**Try it**: Exactly as given, transcribe each entry that follows.

**Dataset items**:
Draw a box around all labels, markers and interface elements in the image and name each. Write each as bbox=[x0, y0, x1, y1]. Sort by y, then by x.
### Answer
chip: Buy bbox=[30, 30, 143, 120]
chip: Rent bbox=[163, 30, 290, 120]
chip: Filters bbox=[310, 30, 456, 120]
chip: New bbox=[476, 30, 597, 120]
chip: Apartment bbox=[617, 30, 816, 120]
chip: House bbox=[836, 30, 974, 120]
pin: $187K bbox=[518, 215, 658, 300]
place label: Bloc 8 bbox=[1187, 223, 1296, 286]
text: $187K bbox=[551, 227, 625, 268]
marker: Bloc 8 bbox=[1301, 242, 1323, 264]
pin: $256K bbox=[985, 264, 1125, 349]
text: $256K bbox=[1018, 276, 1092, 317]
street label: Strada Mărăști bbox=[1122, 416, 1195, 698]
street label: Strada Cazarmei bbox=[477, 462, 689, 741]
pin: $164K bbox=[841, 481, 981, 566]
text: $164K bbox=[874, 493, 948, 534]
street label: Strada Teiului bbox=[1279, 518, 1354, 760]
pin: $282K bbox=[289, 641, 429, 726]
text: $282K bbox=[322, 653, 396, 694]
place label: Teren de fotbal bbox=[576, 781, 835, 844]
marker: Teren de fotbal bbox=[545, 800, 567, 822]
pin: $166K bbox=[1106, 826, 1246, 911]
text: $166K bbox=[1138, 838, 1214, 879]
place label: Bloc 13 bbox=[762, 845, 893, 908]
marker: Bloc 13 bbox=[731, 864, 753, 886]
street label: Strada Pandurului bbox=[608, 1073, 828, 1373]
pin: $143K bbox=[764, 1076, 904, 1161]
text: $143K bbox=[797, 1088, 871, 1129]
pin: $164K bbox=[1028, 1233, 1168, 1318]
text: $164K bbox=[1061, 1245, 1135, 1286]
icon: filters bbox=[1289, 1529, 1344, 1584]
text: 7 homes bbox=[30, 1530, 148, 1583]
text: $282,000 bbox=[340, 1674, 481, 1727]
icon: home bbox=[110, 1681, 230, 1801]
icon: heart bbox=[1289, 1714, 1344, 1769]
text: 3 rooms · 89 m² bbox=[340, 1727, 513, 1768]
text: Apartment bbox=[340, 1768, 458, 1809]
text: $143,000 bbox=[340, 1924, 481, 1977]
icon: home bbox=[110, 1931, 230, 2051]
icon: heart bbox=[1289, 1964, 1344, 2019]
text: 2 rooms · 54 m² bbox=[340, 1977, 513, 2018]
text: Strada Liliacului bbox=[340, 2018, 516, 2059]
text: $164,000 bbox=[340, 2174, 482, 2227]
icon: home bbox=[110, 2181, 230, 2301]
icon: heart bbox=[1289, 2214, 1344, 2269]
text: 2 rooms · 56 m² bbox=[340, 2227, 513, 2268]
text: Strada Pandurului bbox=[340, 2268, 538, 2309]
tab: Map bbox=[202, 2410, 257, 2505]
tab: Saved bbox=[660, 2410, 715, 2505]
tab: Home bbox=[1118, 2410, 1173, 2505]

**Task response**:
Draw a box around all labels, markers and interface elements in the image and name each. Write each as bbox=[x0, y0, x1, y1]. Sort by y, then by x.
### Answer
chip: Buy bbox=[30, 30, 143, 120]
chip: Rent bbox=[163, 30, 290, 120]
chip: Filters bbox=[310, 30, 456, 120]
chip: New bbox=[476, 30, 597, 120]
chip: Apartment bbox=[617, 30, 816, 120]
chip: House bbox=[836, 30, 974, 120]
pin: $187K bbox=[518, 215, 658, 300]
place label: Bloc 8 bbox=[1187, 223, 1296, 286]
text: $187K bbox=[551, 227, 625, 268]
marker: Bloc 8 bbox=[1301, 242, 1323, 264]
pin: $256K bbox=[985, 264, 1125, 349]
text: $256K bbox=[1018, 276, 1092, 317]
street label: Strada Mărăști bbox=[1122, 416, 1195, 698]
street label: Strada Cazarmei bbox=[477, 462, 689, 741]
pin: $164K bbox=[841, 481, 981, 566]
text: $164K bbox=[874, 493, 948, 534]
street label: Strada Teiului bbox=[1279, 518, 1354, 760]
pin: $282K bbox=[289, 641, 429, 726]
text: $282K bbox=[322, 653, 396, 694]
place label: Teren de fotbal bbox=[576, 781, 835, 844]
marker: Teren de fotbal bbox=[545, 800, 567, 822]
pin: $166K bbox=[1106, 826, 1246, 911]
text: $166K bbox=[1138, 838, 1214, 879]
place label: Bloc 13 bbox=[762, 845, 893, 908]
marker: Bloc 13 bbox=[731, 864, 753, 886]
street label: Strada Pandurului bbox=[608, 1073, 828, 1373]
pin: $143K bbox=[764, 1076, 904, 1161]
text: $143K bbox=[797, 1088, 871, 1129]
pin: $164K bbox=[1028, 1233, 1168, 1318]
text: $164K bbox=[1061, 1245, 1135, 1286]
icon: filters bbox=[1289, 1529, 1344, 1584]
text: 7 homes bbox=[30, 1530, 148, 1583]
text: $282,000 bbox=[340, 1674, 481, 1727]
icon: home bbox=[110, 1681, 230, 1801]
icon: heart bbox=[1289, 1714, 1344, 1769]
text: 3 rooms · 89 m² bbox=[340, 1727, 513, 1768]
text: Apartment bbox=[340, 1768, 458, 1809]
text: $143,000 bbox=[340, 1924, 481, 1977]
icon: home bbox=[110, 1931, 230, 2051]
icon: heart bbox=[1289, 1964, 1344, 2019]
text: 2 rooms · 54 m² bbox=[340, 1977, 513, 2018]
text: Strada Liliacului bbox=[340, 2018, 516, 2059]
text: $164,000 bbox=[340, 2174, 482, 2227]
icon: home bbox=[110, 2181, 230, 2301]
icon: heart bbox=[1289, 2214, 1344, 2269]
text: 2 rooms · 56 m² bbox=[340, 2227, 513, 2268]
text: Strada Pandurului bbox=[340, 2268, 538, 2309]
tab: Map bbox=[202, 2410, 257, 2505]
tab: Saved bbox=[660, 2410, 715, 2505]
tab: Home bbox=[1118, 2410, 1173, 2505]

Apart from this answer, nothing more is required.